Task prompt -> Repeat the listing below line by line, exactly, leaving its pictures behind.

Records shown ->
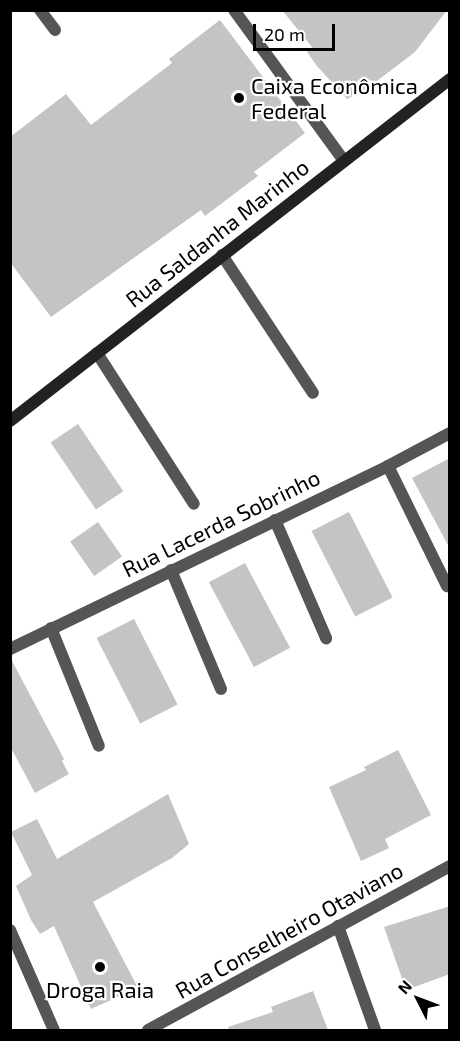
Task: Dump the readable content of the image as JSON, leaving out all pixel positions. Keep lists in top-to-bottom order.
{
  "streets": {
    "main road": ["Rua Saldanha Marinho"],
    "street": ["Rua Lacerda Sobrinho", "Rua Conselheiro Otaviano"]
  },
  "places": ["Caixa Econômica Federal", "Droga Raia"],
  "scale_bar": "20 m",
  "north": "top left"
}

Finished task ->
Task: Dump the readable content of the image as JSON, leaving out all pixel positions. Keep lists in top-to-bottom order.
{
  "streets": {
    "main road": ["Rua Saldanha Marinho"],
    "street": ["Rua Lacerda Sobrinho", "Rua Conselheiro Otaviano"]
  },
  "places": ["Caixa Econômica Federal", "Droga Raia"],
  "scale_bar": "20 m",
  "north": "top left"
}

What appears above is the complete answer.